Much has been written and said following the revelation that Apple’s devices maintain a database (to use the term loosely) with entries, that, properly parsed, can be used to demonstrate more or less where the iPhone has been geographically over the course of it’s little iLife.
So: Is this a problem, and if so, how much of one? Given my personal penchant for privacy, it’s certainly a disconcerting notion that Apple could be tracking my every move – frankly, this is one reason I avoid Google products. I prefer to pay for my devices with cash rather than personal information, but that’s another post.
This doesn’t concern me in the least, and it won’t until evidence emerges that this information is being used for anything other than the practical performance of the device in an ongoing basis. Apple has denied, and there is no evidence to suggest, that anyone or anything other than the iPhone itself which collects this information, ever sees it.
There is of course the argument that, should the phone fall into the wrong-hands, some shadowy character (or law enforcement) could obtain a record of your whereabouts.
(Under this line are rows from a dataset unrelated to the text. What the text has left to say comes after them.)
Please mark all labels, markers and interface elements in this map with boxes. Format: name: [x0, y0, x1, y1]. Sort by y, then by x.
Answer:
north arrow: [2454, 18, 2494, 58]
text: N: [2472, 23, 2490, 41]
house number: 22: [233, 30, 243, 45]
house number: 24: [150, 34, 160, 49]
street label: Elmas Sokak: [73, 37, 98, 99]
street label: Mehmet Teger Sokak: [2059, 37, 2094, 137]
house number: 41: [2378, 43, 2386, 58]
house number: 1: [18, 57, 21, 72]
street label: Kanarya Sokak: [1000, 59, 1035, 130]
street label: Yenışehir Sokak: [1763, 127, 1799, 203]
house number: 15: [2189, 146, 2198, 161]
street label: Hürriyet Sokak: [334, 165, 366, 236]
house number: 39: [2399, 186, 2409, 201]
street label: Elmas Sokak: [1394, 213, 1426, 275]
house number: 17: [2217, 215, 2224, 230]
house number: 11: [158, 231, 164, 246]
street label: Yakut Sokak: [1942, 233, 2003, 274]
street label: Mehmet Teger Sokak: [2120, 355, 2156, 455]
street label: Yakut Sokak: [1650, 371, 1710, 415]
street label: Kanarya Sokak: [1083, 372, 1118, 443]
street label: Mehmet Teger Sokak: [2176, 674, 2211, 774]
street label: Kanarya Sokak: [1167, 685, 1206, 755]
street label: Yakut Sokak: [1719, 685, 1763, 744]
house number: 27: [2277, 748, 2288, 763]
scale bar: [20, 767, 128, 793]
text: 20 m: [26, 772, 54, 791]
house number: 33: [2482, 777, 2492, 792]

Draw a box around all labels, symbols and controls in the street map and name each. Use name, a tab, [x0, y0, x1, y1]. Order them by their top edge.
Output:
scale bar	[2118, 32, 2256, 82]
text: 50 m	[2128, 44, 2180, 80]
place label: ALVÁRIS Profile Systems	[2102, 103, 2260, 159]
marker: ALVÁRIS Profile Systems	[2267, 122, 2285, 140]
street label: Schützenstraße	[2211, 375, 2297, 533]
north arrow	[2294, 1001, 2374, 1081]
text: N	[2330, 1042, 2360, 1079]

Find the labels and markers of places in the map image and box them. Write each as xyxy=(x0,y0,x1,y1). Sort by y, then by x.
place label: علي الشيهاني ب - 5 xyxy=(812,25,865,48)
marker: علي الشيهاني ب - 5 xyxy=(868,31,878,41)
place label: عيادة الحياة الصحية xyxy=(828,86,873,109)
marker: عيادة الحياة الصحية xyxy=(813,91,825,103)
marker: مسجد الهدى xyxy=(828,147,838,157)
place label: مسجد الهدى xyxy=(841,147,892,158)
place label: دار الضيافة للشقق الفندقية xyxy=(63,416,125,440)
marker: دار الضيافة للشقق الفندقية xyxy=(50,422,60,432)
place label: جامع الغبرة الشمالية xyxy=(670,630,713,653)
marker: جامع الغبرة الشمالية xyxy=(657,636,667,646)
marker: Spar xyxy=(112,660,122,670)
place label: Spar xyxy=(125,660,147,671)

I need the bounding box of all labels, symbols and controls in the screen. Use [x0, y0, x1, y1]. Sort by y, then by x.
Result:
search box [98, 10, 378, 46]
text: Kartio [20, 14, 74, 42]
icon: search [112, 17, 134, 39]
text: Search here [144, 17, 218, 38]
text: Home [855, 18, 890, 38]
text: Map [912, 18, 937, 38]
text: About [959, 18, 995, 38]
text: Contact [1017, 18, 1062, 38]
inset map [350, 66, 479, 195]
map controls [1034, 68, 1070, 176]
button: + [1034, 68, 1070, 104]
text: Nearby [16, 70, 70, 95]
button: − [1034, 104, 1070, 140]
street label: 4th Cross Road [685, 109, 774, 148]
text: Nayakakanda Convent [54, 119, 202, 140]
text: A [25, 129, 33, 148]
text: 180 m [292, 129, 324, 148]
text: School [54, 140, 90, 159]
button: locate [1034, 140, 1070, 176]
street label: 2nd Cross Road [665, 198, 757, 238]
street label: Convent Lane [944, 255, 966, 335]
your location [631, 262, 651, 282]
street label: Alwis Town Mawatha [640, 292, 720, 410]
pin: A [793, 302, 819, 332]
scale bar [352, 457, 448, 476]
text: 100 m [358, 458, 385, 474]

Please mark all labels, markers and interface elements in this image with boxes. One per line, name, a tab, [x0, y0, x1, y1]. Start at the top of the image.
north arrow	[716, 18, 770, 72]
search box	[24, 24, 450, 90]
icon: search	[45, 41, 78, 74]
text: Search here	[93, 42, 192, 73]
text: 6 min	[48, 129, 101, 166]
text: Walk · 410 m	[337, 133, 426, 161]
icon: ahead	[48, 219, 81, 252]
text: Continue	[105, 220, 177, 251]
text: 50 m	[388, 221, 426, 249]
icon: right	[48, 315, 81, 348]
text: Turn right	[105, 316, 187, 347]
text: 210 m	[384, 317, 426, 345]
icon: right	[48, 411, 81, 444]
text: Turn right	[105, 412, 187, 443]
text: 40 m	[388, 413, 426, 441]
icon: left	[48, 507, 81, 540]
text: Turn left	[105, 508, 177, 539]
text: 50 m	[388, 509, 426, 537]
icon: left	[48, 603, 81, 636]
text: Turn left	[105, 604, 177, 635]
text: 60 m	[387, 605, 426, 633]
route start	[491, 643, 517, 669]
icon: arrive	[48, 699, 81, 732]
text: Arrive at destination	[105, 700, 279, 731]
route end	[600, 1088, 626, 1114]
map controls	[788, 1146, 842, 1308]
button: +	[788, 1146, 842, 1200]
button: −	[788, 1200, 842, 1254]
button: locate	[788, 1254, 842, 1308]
This is a legitimate woe, but as far as I’m concerned, you can toss it on the pile with all the other concerns I’d have if my iPhone fell into the wrong hands. My phone is full of private information – much of which I am consciously aware is already geo-tagged. Admissibility in court is an entirely different consideration, since the recorded data is cursory at best and completely wrong in some cases.
Apple hasn’t clearly stated why the device collects geographic location information over time. If I were to guess, I’d assume that by knowing which cell phone towers and wifi hotspots the phone has associated itself with at a given geographical point in the past, the performance of network services can be optimized to rely on knowledge of given infrastructure rather than having to seek it afresh out every time the device arrives in a previously visited location. This is of course only an assumption, but the implication that this information is useful only for some dark design beyond than making the phone work as best as possible is arguably a bit more outlandish.
Does practical use override the principle? In some users minds, I suppose it might – but in my mind, it’s long been a foregone conclusion that this kind of behavior occurs with devices that deal in location awareness.